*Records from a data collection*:
━━━━━━━━━━━━━━━━━━━━━━━━━━━━━━
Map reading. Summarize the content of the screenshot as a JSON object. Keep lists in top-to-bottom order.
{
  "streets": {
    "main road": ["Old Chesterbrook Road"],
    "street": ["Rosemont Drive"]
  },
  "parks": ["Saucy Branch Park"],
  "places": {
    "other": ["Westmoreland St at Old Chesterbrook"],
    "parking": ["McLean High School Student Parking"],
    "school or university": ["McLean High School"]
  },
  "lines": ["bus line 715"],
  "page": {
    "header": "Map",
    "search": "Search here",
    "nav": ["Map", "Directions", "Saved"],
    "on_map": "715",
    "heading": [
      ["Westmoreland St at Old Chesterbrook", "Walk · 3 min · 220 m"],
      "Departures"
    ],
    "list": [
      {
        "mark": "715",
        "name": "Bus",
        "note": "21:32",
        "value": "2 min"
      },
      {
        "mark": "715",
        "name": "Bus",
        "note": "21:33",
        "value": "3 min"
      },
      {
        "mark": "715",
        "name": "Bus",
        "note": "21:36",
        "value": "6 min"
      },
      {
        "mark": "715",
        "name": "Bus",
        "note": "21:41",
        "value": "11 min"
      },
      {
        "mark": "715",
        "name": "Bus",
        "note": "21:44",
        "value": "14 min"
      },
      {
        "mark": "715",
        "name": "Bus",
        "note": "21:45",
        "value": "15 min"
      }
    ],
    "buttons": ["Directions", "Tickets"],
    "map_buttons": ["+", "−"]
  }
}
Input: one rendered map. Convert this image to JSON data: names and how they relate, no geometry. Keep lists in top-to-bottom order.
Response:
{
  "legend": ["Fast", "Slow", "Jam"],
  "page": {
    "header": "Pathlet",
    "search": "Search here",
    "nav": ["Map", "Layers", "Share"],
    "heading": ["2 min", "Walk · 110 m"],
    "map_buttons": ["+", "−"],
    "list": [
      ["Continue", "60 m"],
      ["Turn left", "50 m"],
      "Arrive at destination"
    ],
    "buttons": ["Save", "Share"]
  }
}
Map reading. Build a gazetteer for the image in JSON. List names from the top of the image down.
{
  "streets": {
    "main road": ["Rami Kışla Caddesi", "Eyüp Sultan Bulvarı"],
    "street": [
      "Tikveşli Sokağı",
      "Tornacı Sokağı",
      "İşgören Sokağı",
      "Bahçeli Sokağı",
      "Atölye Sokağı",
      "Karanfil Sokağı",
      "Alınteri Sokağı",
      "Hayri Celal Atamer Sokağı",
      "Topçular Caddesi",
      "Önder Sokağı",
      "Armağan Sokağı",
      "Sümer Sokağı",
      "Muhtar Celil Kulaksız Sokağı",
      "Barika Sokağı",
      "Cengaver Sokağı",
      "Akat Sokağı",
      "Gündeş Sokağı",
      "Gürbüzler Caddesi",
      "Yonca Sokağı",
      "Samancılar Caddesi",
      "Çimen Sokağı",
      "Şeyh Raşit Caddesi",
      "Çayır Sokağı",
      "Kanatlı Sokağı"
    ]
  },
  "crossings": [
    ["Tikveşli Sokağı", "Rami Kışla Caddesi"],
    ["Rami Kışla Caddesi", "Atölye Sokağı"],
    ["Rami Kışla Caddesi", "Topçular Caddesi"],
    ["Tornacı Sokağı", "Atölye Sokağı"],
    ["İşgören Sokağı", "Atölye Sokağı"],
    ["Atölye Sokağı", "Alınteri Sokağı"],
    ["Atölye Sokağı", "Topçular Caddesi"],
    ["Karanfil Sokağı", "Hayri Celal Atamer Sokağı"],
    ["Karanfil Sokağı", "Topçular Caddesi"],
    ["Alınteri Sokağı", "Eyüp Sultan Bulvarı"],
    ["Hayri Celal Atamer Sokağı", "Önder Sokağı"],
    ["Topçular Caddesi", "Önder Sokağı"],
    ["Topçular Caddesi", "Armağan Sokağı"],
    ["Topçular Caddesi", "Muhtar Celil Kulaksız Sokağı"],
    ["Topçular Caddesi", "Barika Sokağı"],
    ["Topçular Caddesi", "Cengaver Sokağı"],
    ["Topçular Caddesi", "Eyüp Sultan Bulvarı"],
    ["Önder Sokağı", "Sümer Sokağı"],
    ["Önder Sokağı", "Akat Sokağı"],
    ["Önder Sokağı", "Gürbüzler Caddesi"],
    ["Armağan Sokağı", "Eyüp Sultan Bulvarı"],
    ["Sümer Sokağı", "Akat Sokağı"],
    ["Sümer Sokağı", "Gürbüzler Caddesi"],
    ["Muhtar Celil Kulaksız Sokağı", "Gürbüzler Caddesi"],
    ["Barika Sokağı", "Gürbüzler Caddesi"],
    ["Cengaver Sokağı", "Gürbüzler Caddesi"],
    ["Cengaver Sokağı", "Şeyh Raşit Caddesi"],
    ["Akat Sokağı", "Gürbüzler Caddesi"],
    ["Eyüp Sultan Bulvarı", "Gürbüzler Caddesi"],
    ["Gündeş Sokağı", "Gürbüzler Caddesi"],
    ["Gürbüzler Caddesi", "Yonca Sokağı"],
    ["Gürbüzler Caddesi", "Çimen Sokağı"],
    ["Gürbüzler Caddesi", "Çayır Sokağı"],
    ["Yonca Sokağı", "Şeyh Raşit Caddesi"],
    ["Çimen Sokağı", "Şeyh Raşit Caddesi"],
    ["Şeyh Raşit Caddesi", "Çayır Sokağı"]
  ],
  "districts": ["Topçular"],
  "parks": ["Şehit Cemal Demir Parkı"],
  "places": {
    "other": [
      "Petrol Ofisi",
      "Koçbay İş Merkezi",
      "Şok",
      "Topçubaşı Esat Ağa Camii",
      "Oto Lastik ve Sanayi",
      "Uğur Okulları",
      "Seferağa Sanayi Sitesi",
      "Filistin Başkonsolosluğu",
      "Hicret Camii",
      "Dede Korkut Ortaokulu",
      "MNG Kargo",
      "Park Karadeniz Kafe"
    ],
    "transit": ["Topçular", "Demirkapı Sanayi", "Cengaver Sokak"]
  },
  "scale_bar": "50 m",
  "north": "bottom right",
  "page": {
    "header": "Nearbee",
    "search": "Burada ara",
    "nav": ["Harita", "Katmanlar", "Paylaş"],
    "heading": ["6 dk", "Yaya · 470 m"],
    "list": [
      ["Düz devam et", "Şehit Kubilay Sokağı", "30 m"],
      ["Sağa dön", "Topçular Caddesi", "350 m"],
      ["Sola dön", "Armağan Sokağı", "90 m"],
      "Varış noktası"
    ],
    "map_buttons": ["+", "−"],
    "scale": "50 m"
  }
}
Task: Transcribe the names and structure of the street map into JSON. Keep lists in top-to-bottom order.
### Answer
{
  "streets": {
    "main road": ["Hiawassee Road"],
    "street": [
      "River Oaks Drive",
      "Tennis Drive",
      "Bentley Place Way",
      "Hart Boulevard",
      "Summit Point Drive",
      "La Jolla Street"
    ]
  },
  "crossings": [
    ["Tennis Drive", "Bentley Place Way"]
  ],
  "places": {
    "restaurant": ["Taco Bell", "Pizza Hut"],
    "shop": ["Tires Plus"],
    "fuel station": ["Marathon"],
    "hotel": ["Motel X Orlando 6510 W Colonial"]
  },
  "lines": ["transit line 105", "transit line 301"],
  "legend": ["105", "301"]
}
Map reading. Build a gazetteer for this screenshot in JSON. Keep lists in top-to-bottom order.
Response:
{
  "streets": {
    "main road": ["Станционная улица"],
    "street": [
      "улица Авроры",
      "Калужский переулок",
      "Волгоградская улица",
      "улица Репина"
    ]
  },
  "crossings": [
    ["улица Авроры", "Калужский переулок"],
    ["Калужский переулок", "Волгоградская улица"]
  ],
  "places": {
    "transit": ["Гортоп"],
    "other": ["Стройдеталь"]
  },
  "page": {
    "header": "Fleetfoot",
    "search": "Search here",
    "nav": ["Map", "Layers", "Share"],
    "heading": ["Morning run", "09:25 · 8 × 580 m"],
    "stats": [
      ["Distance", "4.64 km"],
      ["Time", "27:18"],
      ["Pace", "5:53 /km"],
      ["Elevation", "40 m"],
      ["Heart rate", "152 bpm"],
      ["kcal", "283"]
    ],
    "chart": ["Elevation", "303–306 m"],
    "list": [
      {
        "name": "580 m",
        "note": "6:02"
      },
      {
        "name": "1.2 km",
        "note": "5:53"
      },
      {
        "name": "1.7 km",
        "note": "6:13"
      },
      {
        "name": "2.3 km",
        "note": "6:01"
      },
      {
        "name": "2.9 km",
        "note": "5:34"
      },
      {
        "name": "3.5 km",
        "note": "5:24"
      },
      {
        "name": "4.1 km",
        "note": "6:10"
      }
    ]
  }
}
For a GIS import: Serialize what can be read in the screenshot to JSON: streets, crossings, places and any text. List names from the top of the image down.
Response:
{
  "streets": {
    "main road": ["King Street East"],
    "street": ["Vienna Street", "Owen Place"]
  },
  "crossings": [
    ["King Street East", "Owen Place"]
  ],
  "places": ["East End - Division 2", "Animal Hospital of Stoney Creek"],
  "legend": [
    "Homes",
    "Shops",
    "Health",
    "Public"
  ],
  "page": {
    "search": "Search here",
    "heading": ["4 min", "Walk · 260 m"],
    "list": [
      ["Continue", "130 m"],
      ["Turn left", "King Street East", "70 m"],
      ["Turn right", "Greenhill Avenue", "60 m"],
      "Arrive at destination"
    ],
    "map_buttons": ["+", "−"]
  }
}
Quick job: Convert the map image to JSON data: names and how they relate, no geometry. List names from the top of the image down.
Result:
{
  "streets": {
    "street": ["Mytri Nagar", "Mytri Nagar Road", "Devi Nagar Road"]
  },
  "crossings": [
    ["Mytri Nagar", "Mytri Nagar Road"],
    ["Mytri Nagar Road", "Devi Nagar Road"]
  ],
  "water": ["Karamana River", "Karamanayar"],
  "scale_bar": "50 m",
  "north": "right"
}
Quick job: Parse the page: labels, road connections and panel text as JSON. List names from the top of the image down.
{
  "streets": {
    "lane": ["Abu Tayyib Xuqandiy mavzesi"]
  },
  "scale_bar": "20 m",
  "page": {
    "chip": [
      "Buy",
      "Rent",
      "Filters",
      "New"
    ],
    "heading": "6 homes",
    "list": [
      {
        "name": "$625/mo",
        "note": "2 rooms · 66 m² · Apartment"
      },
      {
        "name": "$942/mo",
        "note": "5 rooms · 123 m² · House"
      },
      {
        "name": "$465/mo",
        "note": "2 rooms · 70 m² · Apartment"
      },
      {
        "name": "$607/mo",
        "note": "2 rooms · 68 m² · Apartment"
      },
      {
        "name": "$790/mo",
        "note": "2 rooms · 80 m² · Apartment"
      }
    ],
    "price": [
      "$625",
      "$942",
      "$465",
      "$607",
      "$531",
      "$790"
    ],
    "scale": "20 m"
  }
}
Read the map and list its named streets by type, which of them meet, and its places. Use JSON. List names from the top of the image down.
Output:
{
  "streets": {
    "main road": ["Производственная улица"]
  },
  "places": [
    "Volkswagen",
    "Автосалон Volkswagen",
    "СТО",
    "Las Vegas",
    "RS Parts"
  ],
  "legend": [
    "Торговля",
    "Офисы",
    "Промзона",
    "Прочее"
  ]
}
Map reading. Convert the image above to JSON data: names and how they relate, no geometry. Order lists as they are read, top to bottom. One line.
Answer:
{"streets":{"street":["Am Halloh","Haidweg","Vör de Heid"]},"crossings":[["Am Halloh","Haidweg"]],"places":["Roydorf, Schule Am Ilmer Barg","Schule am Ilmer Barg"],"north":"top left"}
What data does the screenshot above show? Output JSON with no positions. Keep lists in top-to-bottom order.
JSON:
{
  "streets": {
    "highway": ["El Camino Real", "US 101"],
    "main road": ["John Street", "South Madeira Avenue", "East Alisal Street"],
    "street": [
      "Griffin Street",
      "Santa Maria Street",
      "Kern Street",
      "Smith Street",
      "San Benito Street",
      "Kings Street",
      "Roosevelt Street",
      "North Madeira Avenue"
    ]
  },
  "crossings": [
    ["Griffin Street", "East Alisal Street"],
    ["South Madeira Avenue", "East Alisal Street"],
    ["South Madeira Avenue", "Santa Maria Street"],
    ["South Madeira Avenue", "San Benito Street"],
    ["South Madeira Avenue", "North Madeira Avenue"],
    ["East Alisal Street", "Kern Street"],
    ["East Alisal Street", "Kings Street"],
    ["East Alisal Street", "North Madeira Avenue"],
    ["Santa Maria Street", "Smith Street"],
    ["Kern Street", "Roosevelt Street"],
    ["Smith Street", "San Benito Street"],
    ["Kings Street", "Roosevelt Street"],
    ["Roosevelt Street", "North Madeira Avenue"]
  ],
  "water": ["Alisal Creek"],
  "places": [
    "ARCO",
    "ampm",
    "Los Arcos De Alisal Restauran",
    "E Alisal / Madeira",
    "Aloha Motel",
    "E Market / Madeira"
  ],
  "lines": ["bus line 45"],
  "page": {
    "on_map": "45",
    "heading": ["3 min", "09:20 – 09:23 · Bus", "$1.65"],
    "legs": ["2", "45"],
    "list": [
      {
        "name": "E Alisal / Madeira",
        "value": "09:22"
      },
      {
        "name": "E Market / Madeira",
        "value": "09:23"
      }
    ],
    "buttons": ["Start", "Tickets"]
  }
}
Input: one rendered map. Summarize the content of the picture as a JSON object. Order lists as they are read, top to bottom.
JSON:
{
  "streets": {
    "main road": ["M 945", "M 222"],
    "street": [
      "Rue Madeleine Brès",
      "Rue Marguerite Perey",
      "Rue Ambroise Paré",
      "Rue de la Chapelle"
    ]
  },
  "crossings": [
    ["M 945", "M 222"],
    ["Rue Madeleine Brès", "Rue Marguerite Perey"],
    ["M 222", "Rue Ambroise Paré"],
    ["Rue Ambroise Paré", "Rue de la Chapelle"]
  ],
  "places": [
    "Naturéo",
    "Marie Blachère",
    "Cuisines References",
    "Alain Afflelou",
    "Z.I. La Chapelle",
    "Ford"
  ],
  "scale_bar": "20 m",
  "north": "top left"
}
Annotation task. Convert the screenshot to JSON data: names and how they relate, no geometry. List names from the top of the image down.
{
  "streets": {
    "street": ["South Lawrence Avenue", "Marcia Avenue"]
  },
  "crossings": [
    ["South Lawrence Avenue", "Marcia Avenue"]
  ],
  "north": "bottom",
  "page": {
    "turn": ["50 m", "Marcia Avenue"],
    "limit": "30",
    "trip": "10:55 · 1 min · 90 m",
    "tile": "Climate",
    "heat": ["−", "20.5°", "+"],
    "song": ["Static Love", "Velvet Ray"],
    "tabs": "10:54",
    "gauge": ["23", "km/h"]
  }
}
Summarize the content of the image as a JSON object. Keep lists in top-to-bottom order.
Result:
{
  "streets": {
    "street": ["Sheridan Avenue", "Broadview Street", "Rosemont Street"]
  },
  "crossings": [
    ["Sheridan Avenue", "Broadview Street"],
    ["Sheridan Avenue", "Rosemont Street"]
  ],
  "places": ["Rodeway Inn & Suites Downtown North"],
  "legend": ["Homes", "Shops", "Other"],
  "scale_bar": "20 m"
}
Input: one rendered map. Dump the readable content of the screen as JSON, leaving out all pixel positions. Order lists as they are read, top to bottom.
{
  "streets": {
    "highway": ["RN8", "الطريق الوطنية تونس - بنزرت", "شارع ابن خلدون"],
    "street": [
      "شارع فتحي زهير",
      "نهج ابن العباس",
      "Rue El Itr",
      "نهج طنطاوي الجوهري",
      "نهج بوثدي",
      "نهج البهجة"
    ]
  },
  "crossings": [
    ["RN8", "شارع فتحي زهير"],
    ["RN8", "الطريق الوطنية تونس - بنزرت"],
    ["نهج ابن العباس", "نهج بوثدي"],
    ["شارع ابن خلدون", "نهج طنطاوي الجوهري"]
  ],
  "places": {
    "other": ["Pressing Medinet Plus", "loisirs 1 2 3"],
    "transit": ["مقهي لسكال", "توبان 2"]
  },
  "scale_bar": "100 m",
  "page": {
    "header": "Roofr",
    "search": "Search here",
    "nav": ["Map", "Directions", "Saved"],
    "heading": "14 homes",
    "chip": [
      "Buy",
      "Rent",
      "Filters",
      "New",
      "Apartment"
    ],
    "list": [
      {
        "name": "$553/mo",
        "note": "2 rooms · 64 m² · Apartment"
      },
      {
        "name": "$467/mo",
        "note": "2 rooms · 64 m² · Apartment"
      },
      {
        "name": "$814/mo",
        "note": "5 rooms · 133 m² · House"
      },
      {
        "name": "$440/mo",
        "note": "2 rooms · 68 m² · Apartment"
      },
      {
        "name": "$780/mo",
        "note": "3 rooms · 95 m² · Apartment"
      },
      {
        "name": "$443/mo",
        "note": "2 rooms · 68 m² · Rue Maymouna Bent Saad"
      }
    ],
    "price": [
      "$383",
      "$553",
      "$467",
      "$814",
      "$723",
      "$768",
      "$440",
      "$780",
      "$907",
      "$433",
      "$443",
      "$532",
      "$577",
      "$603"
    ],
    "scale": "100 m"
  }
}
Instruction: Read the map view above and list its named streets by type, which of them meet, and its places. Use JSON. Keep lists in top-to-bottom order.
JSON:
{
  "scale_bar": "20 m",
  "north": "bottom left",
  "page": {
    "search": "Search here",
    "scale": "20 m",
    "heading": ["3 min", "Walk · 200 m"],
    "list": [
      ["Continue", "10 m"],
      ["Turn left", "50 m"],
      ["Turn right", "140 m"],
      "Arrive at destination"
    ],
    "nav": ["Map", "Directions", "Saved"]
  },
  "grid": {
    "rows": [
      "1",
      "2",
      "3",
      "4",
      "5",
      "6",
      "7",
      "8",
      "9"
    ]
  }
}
━━━━━━━━━━━━━━━━━━━━━━━━━━━━━━
*Required action*:
Work out how many lines above contain "تونس"; write only the number.

*Answer box*:
2